A provocative new study from Connecticut-based consulting firm cg42 uncovers bad service and ill-informed staffs as the most-common frustrations of hotel loyalty program members. This issue, as well as other related problems, can make a brand vulnerable to defections among its loyalty club members. The researchers surveyed 3,229 frequent travelers who are primary members of loyalty programs in one of nine major hotel brand organizations. The study yielded a Brand Vulnerability Index that assesses what service and facility deficiencies might drive loyalty program members to another brand. And the study calculated that as a whole, the nine brand groups could lose more than $10 billion in traveler spend in a year from frustrated customers. Since presumably these travelers would most likely switch loyalty from one major brand group to another, some chains could actually see net gains in business.
“The frustrations of a loyal Carlson guest, for example, and the amount the chain stands to lose is somewhat offset by what they stand to gain from other programs,” says Steve Beck, cg42 managing partner. “If, on average, a frequent traveler has two or three [loyalty] programs in his wallet, one of which is primary, we’re able to predict what frustration they feel with their primary chain will cause them to switch to one of the other two in their wallet, or even to a third chain.”

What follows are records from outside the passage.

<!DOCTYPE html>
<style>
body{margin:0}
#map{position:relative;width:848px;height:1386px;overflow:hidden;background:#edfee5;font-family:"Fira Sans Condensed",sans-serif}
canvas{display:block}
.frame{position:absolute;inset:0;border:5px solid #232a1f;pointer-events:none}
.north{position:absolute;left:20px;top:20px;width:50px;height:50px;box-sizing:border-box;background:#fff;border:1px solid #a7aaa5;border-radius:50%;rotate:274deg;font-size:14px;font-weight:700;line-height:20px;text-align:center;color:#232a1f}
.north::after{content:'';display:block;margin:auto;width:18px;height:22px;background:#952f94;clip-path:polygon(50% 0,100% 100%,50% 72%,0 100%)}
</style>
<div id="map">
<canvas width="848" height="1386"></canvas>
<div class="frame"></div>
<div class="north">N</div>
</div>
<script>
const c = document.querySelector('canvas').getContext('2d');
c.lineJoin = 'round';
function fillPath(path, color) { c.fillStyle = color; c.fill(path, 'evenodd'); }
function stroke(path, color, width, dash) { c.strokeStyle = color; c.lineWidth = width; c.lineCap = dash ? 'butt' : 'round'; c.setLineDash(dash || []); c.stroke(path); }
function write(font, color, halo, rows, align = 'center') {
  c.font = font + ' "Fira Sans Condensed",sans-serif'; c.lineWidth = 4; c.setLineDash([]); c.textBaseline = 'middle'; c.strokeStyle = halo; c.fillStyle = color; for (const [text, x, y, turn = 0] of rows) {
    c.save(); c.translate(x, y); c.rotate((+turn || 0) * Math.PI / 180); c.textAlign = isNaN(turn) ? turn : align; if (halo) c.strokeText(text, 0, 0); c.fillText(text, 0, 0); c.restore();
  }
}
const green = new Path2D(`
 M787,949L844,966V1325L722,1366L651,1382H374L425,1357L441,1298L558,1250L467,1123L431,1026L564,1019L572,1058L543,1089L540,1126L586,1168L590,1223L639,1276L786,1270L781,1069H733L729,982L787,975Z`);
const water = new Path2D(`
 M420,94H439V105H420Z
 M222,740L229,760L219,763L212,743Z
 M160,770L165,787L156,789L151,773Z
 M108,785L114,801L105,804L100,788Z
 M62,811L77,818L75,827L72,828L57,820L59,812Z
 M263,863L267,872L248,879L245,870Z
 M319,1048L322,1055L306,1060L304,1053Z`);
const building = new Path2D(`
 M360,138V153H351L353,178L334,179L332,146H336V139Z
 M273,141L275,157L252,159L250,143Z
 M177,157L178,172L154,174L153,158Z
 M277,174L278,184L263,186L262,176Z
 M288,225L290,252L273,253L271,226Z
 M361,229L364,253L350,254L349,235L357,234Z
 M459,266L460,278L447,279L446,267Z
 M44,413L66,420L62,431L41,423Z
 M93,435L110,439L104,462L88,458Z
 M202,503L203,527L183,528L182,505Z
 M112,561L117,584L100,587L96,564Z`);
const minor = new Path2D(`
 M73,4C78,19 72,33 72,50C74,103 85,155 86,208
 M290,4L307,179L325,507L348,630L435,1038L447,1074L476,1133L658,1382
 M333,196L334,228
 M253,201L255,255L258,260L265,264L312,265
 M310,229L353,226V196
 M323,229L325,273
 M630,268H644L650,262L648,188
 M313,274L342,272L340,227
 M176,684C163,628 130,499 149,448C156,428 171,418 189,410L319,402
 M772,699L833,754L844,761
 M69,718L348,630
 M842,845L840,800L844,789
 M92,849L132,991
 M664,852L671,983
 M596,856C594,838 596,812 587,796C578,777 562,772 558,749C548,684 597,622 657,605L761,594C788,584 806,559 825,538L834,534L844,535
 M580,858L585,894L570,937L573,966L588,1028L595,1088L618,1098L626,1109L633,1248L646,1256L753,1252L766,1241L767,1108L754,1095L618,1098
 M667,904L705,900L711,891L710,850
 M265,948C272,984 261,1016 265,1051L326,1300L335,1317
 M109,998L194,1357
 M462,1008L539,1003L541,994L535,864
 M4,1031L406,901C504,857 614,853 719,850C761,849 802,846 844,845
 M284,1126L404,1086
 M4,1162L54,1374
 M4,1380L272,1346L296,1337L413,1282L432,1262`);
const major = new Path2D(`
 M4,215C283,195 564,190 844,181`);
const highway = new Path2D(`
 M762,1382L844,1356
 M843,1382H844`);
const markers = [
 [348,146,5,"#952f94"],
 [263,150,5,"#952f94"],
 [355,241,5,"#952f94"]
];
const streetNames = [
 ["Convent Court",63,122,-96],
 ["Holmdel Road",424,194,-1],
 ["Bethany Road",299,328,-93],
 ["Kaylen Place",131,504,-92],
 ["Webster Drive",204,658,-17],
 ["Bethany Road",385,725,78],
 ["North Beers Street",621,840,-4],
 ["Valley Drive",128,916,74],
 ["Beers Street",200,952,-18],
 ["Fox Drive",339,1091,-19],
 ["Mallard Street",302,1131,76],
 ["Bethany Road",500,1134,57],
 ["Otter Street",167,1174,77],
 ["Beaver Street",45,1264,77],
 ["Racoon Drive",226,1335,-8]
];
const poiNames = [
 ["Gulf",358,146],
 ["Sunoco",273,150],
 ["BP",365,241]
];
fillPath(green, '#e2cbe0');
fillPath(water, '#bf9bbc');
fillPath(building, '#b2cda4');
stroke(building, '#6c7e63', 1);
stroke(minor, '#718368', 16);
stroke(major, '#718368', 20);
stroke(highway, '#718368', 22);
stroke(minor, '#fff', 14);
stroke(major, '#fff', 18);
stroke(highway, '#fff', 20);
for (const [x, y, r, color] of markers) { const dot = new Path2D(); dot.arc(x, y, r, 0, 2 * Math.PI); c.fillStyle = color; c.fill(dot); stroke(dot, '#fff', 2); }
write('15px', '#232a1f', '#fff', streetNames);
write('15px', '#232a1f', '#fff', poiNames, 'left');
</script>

The study looked at frustrations guests have with both loyalty programs and with the experiences they have at hotels. Besides incompetent, unprofessional and ill-informed staff members, which was the number-one frustrations in both instances, the other most-common complaints with loyalty programs center on recordkeeping: not having points properly credited for stays, not having deals or promotions honored or credited and difficulties in redeeming points. And, as the study notes, the frustration of not having points properly credited is the issue guests are most likely to share with others, either in person or presumably through social media.

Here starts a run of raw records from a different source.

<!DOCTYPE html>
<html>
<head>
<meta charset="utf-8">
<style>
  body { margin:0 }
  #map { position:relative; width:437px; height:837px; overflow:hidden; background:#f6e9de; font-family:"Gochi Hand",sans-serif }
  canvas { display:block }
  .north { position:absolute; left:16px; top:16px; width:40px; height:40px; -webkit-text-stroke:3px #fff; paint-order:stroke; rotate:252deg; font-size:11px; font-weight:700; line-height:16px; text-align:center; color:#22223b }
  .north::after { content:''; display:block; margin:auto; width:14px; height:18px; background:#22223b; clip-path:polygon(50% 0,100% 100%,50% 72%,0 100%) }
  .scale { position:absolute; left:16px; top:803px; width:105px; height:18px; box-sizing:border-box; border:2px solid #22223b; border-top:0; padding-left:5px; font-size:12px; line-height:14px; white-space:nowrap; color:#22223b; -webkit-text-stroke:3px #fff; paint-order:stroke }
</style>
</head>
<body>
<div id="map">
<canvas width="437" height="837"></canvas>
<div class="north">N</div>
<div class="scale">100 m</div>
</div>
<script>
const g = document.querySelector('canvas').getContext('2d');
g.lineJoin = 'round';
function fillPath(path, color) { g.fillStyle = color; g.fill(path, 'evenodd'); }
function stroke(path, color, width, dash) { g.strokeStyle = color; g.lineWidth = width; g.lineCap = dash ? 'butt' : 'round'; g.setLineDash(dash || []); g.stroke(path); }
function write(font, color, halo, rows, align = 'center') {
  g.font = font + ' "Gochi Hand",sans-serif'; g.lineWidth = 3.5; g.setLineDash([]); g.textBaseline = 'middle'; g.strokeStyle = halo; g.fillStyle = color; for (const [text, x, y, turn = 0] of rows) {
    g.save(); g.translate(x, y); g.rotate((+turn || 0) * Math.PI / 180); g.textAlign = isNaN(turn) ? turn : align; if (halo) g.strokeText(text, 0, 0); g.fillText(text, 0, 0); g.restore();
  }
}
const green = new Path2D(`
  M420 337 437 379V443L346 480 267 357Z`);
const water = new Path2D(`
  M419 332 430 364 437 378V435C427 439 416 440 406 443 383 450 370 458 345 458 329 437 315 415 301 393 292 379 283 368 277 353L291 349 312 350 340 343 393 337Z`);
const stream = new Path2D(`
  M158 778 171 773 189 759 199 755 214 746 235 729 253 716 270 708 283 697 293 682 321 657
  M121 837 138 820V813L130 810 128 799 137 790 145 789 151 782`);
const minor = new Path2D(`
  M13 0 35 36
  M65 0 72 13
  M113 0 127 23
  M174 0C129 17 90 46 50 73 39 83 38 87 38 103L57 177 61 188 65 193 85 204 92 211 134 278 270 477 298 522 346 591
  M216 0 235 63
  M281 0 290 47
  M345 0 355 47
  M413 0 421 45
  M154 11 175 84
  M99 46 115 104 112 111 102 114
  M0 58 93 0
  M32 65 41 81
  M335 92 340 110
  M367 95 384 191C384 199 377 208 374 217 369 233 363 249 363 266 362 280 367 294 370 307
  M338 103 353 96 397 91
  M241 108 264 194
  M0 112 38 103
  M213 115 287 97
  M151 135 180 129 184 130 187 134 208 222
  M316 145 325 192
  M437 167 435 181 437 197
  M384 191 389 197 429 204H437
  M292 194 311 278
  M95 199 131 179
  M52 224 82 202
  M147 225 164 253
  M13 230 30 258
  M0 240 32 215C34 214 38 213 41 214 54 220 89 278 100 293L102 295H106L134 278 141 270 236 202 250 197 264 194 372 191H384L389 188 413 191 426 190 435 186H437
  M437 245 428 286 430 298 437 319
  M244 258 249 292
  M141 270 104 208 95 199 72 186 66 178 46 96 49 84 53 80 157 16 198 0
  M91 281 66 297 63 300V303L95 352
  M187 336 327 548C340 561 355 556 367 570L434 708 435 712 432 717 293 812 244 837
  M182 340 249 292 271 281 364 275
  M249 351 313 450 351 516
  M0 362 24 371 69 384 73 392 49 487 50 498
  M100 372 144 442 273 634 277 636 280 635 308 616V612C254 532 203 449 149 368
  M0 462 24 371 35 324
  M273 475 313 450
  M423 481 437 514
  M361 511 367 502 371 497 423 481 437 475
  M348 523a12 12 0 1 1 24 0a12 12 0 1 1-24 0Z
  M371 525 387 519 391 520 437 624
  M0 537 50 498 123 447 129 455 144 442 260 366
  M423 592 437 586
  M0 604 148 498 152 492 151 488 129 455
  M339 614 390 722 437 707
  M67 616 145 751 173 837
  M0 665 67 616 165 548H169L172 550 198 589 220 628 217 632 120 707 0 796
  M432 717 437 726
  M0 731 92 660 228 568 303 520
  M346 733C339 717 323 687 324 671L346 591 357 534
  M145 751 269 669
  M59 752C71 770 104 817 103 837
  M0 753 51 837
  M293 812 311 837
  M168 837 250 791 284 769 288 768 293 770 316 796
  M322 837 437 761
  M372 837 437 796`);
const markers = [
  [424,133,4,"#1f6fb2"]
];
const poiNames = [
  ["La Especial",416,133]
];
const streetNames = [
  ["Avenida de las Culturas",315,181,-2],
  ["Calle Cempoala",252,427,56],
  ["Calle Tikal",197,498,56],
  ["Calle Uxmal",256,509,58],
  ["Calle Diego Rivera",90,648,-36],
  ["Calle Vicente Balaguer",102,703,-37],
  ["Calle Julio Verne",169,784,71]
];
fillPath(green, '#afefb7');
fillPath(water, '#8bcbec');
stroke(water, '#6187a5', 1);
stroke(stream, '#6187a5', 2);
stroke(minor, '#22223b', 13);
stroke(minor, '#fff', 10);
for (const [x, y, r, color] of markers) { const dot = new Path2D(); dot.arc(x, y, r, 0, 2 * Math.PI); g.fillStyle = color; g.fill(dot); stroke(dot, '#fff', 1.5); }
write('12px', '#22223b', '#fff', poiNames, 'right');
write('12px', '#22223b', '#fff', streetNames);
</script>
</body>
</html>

On the guest experience side of the study, other most-often-cited frustrations include lack of guestroom cleanliness and “being nickeled and dimed” with extra charges for items such as water, access to a fitness center, Internet usage, etc.
“It is one of the signature frustrations on the rise and one of the flashpoints that can make a frequent traveler switch loyalties to another brand,” says Beck. “This information becomes very powerful because it presents an obvious strategic question for a brand: ‘If I’m a consistent violator of this frustration, how much incremental revenue does this drive versus how much does it put into risk the overall value of a customer.’”
Now to the results. The Brand Vulnerability Score takes into account a number of factors surrounding the issues that upset loyalty program members the most: the frequency of the frustrations, the likelihood they’ll share their disappointments with others, how issues may impact guests’ decision to switch loyalties and how unique each frustration is to individual brands. The brands and their loyalty programs are listed in order of highest to lowest vulnerability, along with the projected net loss or gain in the next 12 months from frequent hotel guests either switching away from or into their loyalty program:
1. Carlson (Club Carlson), $225 million net loss
2. Best Western (Best Western Rewards), $342 million net gain
3. Wyndham (Wyndham Rewards), $388 million net loss
4. Marriott (Marriott Rewards), $1.521 billion net loss
5. Hyatt (Hyatt Gold Passport), $631 million net gain
6. Choice Hotels (Choice Privileges), $112 million net gain
7. Hilton (Hilton HHonors), $602 million net loss
8. Starwood (SPG), $403 million net gain
9. IHG (Priority Club), $811 million net loss
The dynamics of net gain/loss in business from loyal customers depends on a number of factors. Best Western, for example, stands to gain because it has a relatively large pool of members who don’t consider it to be their primary brand; thus, the chain has the potential to capture a significant number of defectors from other chains. On the other hand, neither Carlson nor Wyndham have large secondary or latent membership bases, making it difficult for them to counteract their vulnerabilities. Significant net losses are forecast for brands like Marriott and IHG due to the high number of travelers who consider them to be their brands of choice compared to relatively small pools of non-primary customers.
As a result of the study, Beck advises hotel chains to focus less on traditional measures of customer satisfaction that typically analyze the strengths of an organization rather than the touch points that cause guests, even ones who stay with a brand on a frequent basis, to become disloyal and look for new favorites.
“These companies need to become smarter on the critical points of failure because there is a high likelihood they’ll lose customers as other chains improve,” says Beck. “And not all frustrations are equal so each brand company should prioritize their areas of investment to be able to go on the offensive. “If I’m Starwood, for example, and within specific geographies and categories of guests I have the opportunity to displace Hilton, I need to know what parts of my experience I should invest in to become even more attractive to the current Hilton frequent traveler.”